INTERESTING DRAGON BOAT FESTIVAL CUSTOMS ACROSS CHINA
On the day of Dragon Boat festival, it is a taboo to fetch water from a well, because it is believed that the water could be poisonous. Therefore, people fetch water on the day before the festival.
In Sichuan, a province in South West of China, four people work as a group and use two bamboo poles to carry a big square desk covered with a red carpet. On that carpet sits a bamboo-made statue of a Taoist riding a tiger. The sound of gongs and drums accompany these people as they march in the street.
In Hunan, rich families with pregnant women throw auspicious coins into a jar of wine and then put the jar on the head of a dragon boat and pray for the successful birth of an heir, while, those families who are not as affluent would prepare chicken and wine instead as sacrifice. People also make straw boats and let them float away as a symbol of expelling God of Plague.

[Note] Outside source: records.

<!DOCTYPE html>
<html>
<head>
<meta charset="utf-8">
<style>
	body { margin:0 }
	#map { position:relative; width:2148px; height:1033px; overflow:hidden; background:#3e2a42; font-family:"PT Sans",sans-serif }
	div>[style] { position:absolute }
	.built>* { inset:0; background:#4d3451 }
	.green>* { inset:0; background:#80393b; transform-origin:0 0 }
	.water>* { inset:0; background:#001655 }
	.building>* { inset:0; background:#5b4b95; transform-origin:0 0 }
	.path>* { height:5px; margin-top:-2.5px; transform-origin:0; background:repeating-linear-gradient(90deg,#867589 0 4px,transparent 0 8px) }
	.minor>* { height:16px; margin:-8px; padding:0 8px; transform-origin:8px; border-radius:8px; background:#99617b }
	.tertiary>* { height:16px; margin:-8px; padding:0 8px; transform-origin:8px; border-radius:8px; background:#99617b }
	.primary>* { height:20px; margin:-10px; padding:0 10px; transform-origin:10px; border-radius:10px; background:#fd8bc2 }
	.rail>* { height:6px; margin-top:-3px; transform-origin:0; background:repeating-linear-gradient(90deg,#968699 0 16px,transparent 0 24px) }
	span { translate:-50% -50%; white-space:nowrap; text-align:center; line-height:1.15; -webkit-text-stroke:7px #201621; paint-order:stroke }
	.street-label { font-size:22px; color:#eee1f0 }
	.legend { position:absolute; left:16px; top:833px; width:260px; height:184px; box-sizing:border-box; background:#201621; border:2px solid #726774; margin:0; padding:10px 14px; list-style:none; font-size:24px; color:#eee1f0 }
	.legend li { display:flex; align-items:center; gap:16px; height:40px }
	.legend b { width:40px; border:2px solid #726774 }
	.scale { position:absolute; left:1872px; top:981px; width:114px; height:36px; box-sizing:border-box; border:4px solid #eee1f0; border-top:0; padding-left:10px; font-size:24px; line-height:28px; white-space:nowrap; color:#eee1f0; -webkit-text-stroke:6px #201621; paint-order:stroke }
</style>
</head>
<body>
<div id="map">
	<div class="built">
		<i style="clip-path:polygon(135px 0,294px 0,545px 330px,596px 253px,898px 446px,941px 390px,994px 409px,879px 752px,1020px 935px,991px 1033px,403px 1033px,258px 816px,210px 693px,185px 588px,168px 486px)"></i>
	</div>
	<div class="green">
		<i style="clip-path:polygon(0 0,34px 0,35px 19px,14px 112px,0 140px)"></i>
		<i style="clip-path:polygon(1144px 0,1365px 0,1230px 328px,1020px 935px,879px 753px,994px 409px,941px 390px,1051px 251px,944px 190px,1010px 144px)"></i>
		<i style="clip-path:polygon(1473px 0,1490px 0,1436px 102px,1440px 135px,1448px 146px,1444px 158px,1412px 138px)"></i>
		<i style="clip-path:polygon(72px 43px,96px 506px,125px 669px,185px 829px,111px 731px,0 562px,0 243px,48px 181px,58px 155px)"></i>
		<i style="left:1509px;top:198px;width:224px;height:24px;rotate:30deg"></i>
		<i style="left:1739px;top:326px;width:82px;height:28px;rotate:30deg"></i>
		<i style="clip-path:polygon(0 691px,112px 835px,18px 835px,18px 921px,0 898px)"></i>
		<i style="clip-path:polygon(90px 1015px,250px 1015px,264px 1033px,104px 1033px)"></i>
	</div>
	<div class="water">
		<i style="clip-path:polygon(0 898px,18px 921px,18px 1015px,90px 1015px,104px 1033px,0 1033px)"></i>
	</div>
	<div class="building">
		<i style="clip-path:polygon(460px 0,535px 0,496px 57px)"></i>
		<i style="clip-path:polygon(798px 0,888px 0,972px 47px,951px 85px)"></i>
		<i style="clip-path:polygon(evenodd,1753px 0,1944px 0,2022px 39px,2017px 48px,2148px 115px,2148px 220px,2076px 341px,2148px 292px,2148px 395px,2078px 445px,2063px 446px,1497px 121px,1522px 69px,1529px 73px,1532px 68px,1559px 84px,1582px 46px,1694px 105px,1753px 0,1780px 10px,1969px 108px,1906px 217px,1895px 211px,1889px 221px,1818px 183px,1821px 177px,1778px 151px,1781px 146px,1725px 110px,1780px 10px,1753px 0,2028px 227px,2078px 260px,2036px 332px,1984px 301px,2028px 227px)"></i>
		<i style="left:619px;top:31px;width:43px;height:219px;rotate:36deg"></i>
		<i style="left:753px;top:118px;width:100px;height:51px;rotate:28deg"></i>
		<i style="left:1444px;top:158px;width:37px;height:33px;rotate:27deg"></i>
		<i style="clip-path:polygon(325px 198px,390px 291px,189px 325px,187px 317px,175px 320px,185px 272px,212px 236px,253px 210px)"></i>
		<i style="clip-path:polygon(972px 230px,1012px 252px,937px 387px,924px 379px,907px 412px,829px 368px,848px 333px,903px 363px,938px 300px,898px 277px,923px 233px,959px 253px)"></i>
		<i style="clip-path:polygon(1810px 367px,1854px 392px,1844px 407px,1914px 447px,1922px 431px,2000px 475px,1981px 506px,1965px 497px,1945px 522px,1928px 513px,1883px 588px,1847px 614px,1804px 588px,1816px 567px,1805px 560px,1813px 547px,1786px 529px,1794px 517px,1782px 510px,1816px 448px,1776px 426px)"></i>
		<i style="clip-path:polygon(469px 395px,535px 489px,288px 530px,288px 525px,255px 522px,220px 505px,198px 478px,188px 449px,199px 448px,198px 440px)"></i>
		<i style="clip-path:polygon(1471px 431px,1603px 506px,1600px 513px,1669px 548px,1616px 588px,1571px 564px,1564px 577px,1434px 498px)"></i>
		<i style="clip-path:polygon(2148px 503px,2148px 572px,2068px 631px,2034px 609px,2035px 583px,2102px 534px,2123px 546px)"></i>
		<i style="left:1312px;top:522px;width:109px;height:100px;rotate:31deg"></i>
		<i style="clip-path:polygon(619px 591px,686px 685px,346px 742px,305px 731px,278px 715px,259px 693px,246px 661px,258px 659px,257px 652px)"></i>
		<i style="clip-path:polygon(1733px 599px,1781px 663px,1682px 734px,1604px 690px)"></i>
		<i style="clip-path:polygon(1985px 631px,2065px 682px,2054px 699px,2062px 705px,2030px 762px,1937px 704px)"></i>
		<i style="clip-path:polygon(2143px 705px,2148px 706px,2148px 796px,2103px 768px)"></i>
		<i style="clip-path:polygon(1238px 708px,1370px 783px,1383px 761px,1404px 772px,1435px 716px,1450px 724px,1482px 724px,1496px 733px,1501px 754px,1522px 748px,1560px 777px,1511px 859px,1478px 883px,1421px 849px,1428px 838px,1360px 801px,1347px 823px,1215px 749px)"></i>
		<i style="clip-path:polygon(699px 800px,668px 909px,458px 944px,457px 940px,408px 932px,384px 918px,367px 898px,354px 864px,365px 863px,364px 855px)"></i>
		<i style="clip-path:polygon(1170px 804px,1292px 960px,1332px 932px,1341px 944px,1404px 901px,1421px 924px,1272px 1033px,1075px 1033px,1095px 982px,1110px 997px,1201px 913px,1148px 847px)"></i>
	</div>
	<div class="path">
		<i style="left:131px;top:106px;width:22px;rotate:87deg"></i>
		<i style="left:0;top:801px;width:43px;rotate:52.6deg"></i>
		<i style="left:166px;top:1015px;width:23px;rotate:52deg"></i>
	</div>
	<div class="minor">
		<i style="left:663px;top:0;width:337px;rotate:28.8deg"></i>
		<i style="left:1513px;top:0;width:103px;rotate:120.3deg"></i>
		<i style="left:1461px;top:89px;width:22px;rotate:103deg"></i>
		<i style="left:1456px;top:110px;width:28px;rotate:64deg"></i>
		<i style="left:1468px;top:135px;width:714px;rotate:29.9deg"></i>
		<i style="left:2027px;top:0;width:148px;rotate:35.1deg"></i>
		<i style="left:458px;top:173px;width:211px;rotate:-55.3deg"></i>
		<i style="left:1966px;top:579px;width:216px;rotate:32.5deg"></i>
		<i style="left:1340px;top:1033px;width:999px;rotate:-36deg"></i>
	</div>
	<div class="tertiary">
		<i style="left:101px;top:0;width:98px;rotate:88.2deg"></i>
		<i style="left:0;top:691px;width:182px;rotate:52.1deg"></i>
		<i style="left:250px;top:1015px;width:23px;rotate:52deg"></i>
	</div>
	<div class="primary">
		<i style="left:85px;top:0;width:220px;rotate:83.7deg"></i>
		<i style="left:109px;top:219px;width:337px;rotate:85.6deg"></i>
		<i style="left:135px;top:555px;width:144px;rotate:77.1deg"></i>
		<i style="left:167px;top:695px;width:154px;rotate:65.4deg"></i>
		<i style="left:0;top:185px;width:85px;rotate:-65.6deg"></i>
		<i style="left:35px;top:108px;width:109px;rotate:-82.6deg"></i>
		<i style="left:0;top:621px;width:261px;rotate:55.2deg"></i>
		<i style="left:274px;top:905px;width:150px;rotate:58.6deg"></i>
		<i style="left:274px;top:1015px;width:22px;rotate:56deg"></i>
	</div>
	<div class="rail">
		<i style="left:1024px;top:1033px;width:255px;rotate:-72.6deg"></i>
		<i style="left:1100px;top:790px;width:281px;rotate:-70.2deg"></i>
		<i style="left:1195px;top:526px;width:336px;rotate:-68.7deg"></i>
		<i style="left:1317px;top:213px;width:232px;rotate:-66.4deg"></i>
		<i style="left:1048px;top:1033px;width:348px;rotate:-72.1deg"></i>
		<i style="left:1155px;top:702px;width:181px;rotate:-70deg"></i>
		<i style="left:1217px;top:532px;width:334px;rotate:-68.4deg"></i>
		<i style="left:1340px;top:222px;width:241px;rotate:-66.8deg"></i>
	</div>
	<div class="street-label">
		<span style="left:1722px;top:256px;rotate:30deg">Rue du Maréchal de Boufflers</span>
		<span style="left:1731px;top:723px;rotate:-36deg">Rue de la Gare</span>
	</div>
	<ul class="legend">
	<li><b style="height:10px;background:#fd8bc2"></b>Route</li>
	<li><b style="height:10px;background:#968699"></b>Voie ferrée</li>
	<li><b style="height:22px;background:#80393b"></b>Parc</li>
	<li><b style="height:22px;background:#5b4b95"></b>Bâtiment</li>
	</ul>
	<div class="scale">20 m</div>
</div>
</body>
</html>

In Taiwan, Duanwu is also called Wuri (Meaning Fifth Day) Festival. People believe that if you can balance a raw egg on its end at exactly noon on the day, you will be lucky for the rest of the year.
Another custom practiced in Taiwan is “fetching noon water”, in which people draw well water on the afternoon of the festival in the belief that it will cure all illness.

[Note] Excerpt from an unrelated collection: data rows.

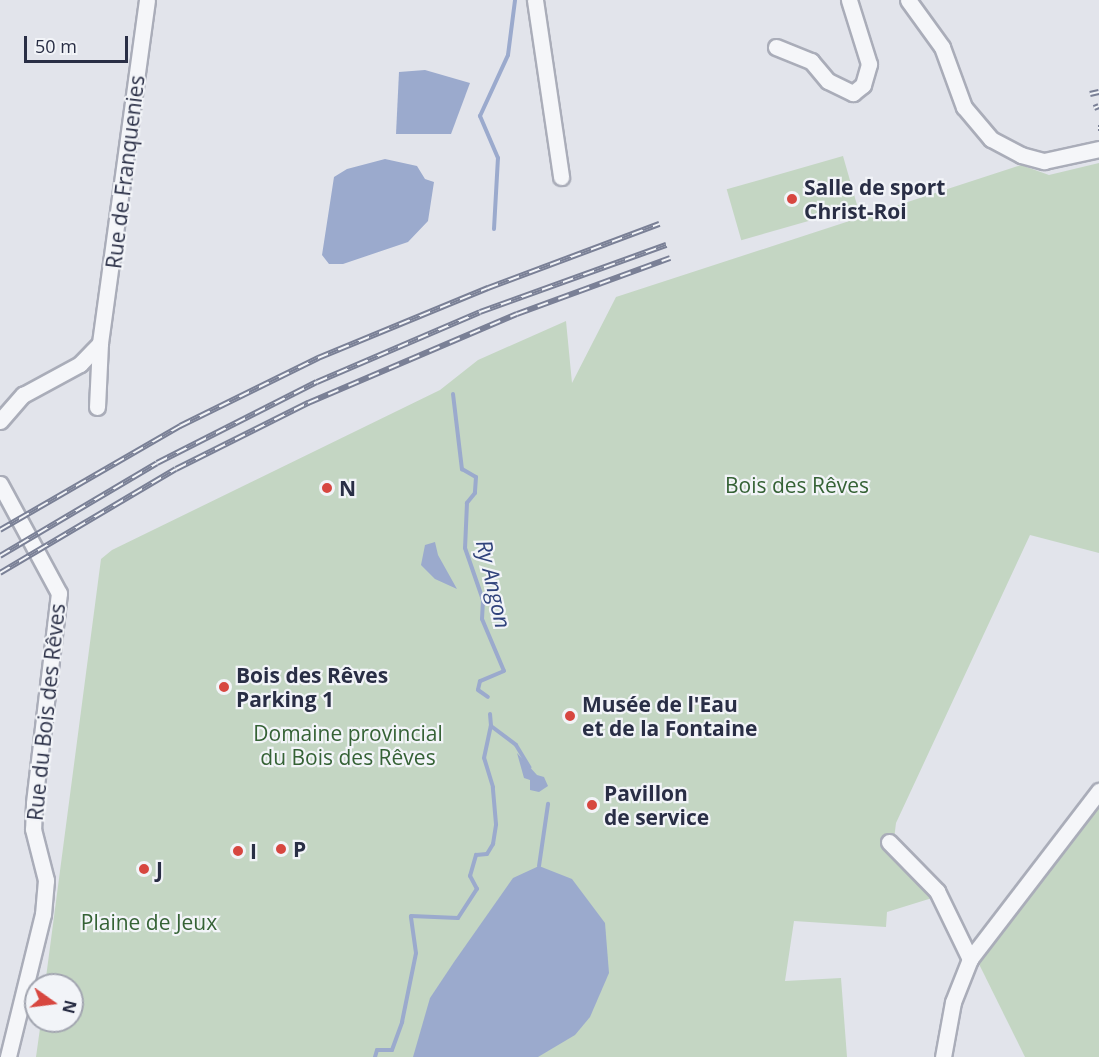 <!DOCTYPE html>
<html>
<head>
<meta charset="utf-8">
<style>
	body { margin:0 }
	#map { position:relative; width:1099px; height:1057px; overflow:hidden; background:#e2e4eb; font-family:"Open Sans",sans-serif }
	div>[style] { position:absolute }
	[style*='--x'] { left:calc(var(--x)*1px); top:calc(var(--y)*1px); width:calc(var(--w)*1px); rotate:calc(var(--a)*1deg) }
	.green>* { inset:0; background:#c4d6c3; transform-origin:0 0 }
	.water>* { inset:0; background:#9baacd }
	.stream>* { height:4px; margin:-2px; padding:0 2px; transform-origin:2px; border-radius:2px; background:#9baacd }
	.roads { filter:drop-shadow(2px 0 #aaadb9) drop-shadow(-2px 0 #aaadb9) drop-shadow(0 2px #aaadb9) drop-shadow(0 -2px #aaadb9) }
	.minor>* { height:15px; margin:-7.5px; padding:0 7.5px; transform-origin:7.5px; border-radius:7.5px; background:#f5f6f9 }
	.rail>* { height:6px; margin-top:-3px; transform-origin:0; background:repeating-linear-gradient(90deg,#f2f4f8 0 11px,#7a8096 0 22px); box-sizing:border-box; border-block:2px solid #7a8096 }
	.dots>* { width:16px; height:16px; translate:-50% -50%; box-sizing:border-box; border:3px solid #f2f4f8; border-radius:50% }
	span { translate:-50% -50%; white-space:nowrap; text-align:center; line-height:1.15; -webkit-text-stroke:4.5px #f2f4f8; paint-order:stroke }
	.street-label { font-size:21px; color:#292e45 }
	.poi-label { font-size:21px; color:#292e45; font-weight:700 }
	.left { translate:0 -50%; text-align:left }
	.park-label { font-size:21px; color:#356235 }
	.water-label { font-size:22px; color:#30437c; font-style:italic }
	.north { position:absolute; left:24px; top:973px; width:60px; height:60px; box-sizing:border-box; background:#f2f4f8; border:2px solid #a2a5b0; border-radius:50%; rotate:104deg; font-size:16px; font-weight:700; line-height:24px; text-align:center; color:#292e45 }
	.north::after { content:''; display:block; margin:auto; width:21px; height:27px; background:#d74740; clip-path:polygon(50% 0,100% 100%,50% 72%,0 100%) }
	.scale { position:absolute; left:24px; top:36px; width:104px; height:27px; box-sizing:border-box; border:3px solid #292e45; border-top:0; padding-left:8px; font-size:18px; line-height:21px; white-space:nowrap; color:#292e45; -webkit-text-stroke:4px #f2f4f8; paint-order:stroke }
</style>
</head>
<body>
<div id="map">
	<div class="green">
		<div style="left:843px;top:156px;width:53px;height:121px;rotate:74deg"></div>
		<div style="clip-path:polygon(1099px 163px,1099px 553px,1030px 535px,896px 823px,894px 839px,945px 894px,887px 912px,886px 927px,794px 921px,785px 981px,841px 978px,847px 1057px,36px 1057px,41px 1021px,72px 1021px,72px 985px,45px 985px,101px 559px,112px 550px,440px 390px,478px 360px,566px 321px,572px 383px,616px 297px,1021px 165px,1049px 175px)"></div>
		<div style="clip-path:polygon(1099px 781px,1099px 1057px,1025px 1057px,977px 960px)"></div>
	</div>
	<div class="water">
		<div style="clip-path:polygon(425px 70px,470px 83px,451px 134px,396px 134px,399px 72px)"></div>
		<div style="clip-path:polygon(385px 159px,417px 166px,425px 179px,434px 182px,428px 221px,408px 242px,343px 264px,329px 264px,322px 255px,334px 177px,347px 169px)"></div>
		<div style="clip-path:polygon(435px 542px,438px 555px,457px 589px,435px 579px,421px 565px,425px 545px)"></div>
		<div style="clip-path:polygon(517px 753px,537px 775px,544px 777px,548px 786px,539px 792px,530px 790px,530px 780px,524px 778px)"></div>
		<div style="clip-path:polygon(539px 866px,572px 879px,605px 923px,609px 973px,590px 1017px,575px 1035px,538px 1057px,413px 1057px,430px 998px,454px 962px,513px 878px)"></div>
	</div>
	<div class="stream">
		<div style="--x:494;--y:229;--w:71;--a:-86.8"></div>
		<div style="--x:498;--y:158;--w:46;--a:-113.2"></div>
		<div style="--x:480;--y:116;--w:67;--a:-65.3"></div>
		<div style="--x:508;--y:55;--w:55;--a:-82.7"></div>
		<div style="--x:453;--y:394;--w:76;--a:83.2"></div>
		<div style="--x:462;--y:469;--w:16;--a:30"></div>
		<div style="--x:476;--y:477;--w:16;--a:94"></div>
		<div style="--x:475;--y:493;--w:13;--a:129"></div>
		<div style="--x:467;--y:503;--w:45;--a:92.5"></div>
		<div style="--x:465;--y:548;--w:55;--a:70.9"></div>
		<div style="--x:483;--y:600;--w:19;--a:93"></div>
		<div style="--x:482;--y:619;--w:56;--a:67.1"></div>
		<div style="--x:504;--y:671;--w:26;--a:157"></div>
		<div style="--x:480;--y:681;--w:9;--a:103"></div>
		<div style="--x:478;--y:690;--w:12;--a:35"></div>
		<div style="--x:490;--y:714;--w:12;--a:85"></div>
		<div style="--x:491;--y:726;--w:31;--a:37"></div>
		<div style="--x:516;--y:745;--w:26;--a:59"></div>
		<div style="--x:539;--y:866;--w:63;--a:-81.7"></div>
		<div style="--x:375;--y:1057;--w:7;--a:-74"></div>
		<div style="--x:377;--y:1050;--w:15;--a:0"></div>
		<div style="--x:392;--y:1050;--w:30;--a:-70"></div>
		<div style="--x:402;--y:1022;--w:70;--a:-78.5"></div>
		<div style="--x:416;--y:953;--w:37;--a:-98"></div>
		<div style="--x:411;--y:916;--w:47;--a:2.4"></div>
		<div style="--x:458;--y:918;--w:35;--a:-57"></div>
		<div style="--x:477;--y:889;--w:15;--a:-118"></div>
		<div style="--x:470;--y:876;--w:22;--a:-74"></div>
		<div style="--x:476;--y:855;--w:11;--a:-5"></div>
		<div style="--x:487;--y:854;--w:12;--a:-59"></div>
		<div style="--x:493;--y:844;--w:20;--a:-81"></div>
		<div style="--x:496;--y:824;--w:37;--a:-95"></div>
		<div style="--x:493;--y:787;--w:30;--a:-107"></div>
		<div style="--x:484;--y:758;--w:33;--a:-78"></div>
	</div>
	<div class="roads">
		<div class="minor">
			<div style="--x:535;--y:0;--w:179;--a:81.6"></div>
			<div style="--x:908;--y:0;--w:58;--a:54.1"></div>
			<div style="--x:942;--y:47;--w:64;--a:69.9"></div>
			<div style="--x:964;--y:107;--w:42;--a:49.8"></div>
			<div style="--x:991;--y:139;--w:34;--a:28"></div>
			<div style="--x:1021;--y:155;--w:24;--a:15"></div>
			<div style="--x:1044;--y:161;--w:56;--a:-12.3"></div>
			<div style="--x:776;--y:47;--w:38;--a:22"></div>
			<div style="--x:811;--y:61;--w:26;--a:50"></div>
			<div style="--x:828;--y:81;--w:28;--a:26"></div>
			<div style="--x:853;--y:93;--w:13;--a:-39"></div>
			<div style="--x:863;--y:85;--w:22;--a:-74"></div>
			<div style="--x:869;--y:64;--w:67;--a:-107.4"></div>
			<div style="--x:97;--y:407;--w:64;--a:-87.3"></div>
			<div style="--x:100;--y:343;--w:346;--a:-82.2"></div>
			<div style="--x:0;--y:421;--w:35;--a:-49"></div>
			<div style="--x:23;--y:395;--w:65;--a:-28.5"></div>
			<div style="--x:80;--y:364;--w:29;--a:-46"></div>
			<div style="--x:0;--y:484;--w:124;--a:61.6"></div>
			<div style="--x:59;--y:593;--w:212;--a:96.8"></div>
			<div style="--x:34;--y:804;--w:25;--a:92"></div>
			<div style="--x:33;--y:829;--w:53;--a:75.7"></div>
			<div style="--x:46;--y:880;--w:34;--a:95"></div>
			<div style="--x:43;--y:914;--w:147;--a:103.8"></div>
			<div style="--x:889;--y:842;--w:69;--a:45.6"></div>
			<div style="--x:937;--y:891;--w:76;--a:64.1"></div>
			<div style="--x:943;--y:1057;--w:56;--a:-79.7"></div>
			<div style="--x:953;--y:1002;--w:46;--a:-68.4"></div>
			<div style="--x:970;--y:959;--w:212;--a:-52.5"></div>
		</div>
	</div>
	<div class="rail">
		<div style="--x:1090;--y:94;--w:9;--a:-13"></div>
		<div style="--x:1094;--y:108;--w:5;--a:-22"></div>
		<div style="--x:1098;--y:128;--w:1;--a:0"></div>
		<div style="--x:0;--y:530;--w:208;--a:-30"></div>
		<div style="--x:180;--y:426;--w:154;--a:-26.2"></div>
		<div style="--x:318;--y:358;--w:184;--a:-22.4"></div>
		<div style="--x:488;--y:288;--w:183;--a:-20.5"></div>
		<div style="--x:0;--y:556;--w:182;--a:-30.6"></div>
		<div style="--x:157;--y:463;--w:179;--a:-26.9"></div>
		<div style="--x:317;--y:382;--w:177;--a:-23.2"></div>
		<div style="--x:480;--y:312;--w:198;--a:-19.8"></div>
		<div style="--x:0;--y:573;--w:204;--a:-30.6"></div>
		<div style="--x:176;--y:469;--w:148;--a:-26.6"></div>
		<div style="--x:308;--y:403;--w:227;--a:-23.1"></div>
		<div style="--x:517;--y:314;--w:163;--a:-20.1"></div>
	</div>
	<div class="dots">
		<div style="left:792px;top:199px;background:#d74740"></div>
		<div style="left:327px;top:488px;background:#d74740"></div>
		<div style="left:224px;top:687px;background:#d74740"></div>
		<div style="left:570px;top:716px;background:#d74740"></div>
		<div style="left:592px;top:805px;background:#d74740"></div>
		<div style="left:281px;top:849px;background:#d74740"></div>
		<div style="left:238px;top:851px;background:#d74740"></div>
		<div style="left:144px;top:869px;background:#d74740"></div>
	</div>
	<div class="street-label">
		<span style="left:125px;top:172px;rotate:-83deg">Rue de Franquenies</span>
		<span style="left:46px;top:712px;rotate:-84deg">Rue du Bois des Rêves</span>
	</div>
	<div class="poi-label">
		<span class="left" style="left:804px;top:199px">Salle de sport<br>Christ-Roi</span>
		<span class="left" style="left:339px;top:488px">N</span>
		<span class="left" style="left:236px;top:687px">Bois des Rêves<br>Parking 1</span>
		<span class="left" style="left:582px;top:716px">Musée de l'Eau<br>et de la Fontaine</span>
		<span class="left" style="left:604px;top:805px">Pavillon<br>de service</span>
		<span class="left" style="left:293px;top:849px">P</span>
		<span class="left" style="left:250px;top:851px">I</span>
		<span class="left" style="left:156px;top:869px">J</span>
	</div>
	<div class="park-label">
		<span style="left:797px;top:485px">Bois des Rêves</span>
		<span style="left:348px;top:745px">Domaine provincial<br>du Bois des Rêves</span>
		<span style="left:149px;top:922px">Plaine de Jeux</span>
	</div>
	<div class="water-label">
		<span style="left:494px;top:584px;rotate:77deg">Ry Angon</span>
	</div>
	<div class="north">N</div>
	<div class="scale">50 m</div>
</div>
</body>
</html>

During the annual Dragon Boat Festival, the famous Tai O Dragon Boat Water Parade is held. Three fishermen associations in Tai O, the tranquil fishing village in west Lantou, organise a religious activity known as a “Deities Parade”.
On the day, the deity statues are put on sacred sampans towed by the dragon boats of the associations to parade through Tai O and to pacify the wandering water ghosts. Residents of the stilt houses along the water-course burn paper offerings as the dragon boats pass by. The deity statues are then returned to the respective temples after the ritual.